Three Essential Questions for Performers

Rehearsal time is always scarce for FX performers.  No matter when you schedule your FX there will always be a lot of life going on around the event, behind the scenes, and circumstances within the daily lives of the people serving.

So how do you help your performers focus on the essential pieces that will help their performances be clear and fun?  The following three basic questions will help any performer map out choices that will help build stories on stage.

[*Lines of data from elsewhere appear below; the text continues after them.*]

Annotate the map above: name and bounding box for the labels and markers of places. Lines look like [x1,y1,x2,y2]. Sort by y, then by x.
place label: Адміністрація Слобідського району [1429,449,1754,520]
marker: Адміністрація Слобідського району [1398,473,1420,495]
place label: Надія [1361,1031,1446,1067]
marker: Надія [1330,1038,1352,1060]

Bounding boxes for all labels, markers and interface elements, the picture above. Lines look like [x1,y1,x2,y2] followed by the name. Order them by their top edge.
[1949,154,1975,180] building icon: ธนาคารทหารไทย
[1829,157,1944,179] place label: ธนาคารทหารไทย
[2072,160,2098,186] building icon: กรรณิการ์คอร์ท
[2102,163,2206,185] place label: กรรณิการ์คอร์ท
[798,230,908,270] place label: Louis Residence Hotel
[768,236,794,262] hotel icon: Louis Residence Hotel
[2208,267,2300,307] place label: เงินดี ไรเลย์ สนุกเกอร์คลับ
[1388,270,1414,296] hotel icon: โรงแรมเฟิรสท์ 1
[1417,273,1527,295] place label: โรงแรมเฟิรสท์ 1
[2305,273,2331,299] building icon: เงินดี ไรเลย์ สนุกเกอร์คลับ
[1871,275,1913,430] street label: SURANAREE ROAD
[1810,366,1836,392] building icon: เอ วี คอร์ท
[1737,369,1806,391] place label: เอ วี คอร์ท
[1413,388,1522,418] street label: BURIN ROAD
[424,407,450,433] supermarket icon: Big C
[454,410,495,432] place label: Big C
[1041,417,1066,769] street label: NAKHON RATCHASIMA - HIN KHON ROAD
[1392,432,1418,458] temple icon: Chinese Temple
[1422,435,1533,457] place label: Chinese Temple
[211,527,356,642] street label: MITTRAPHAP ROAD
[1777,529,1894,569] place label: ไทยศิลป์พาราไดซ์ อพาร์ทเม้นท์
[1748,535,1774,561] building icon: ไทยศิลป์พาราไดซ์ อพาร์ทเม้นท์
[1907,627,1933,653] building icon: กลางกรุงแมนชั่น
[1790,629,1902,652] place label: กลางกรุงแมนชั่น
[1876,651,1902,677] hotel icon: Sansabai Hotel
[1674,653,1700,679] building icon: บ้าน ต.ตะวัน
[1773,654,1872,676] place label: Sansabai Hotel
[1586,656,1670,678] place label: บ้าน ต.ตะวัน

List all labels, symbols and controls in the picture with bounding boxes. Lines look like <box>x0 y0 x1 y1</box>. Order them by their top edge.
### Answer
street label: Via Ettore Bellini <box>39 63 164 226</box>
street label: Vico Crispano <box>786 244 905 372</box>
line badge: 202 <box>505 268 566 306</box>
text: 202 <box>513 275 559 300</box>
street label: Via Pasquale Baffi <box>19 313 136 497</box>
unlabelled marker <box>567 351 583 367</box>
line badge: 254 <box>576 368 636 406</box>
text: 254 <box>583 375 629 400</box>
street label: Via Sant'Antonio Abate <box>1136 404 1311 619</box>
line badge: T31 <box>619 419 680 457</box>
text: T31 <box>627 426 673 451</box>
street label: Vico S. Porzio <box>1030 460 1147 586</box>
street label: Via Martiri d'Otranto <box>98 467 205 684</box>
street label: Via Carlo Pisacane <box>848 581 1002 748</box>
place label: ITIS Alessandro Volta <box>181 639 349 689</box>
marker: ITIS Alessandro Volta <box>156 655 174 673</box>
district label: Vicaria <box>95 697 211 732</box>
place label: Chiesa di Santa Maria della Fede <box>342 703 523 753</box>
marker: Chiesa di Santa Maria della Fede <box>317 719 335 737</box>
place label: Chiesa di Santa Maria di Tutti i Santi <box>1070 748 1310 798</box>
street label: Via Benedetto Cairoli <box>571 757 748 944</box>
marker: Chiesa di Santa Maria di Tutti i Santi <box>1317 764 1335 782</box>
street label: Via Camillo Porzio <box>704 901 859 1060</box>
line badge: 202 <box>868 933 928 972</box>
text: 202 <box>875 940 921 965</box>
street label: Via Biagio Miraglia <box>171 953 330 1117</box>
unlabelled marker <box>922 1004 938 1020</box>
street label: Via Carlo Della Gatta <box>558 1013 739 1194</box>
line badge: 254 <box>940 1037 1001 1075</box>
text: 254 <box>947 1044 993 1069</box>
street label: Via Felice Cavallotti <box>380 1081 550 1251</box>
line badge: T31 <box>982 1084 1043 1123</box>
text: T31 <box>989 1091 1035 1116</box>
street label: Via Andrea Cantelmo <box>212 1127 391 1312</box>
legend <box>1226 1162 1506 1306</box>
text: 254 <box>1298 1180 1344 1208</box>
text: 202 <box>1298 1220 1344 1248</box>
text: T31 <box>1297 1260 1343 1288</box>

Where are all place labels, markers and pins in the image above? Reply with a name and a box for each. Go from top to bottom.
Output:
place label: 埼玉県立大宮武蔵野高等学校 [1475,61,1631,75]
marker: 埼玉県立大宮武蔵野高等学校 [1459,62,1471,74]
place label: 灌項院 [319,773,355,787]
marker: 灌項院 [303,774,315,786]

  1. What do I (the character) want?

Is it food?  Attention?  To win?  Be important?  Find a friend?  Make someone happy? Spend some time drilling down the base level of this question.  Keep asking the question “Why do I want that?”  until you find the essential result that your character desires in that moment more than anything else.  A Vinny character is much more powerful and fun when they can say “I want to feel the thrill of flying through the air just like I will in heaven.”  as opposed to “I want to ride my bike over a jump.”  Even if they never actually speak it, or acknowledge the specifics, they will have a much better reason for passionately chasing the details of their dream result.  Make these answers big, full of desire, and as specific as possible.

  1. What is in my way?

Is it another character’s desires?  A physical object or liability?  A specific (but not necessarily logical) fear?  Lack of resources?  An astronomical cost? We wouldn’t be able to show a story without a problem that must be solved.  Every character that appears on stage should have this answer ready.  It doesn’t matter if the character is doing a 10 minute monologue, or appearing to deliver a package with no lines, the answer to these first two questions will give the story depth and meaning for an audience.  It will make it much more interesting to watch and memorable to talk about after the performance.  Again, the answer to this question may not be found or defined in the script.  The key is that the performer knows the answer, or multiple answers and has given some thought to the importance of each impediment to achieving his or her desires.

  1. What strategies and tools can I use to try and get what I want?

Threats?  Persuasion?  Lies?  Manipulation?  Intimidation?  Asking for sympathy?  Hiding your true desires from the other characters?  Convincing others that helping you will help them? We use thousands and thousands of tactics in our everyday lives to reach for what we want.  Our characters should do the same, but in bigger, even more drastic ways.  These are the choices that will define why your character, who would never, ever, ever hurt a friend, does exactly that on this one particular day for this one particular reason.  Performers should investigate the limits of their character and push them to find the wildest, most interesting choices.  This question will lead you to expanded physicality, and a better set of character choices to use when showing any story.

Each of those three questions certainly merit a more in depth exploration.   The script will only give clues to the answers.  Your answer may not be, and probably should not be the same as someone else who is performing the same character somewhere else.  Asking yourself, or your cast these three question and pushing for the most interesting answers will help make your environment clearer, interesting, and memorable for your audience.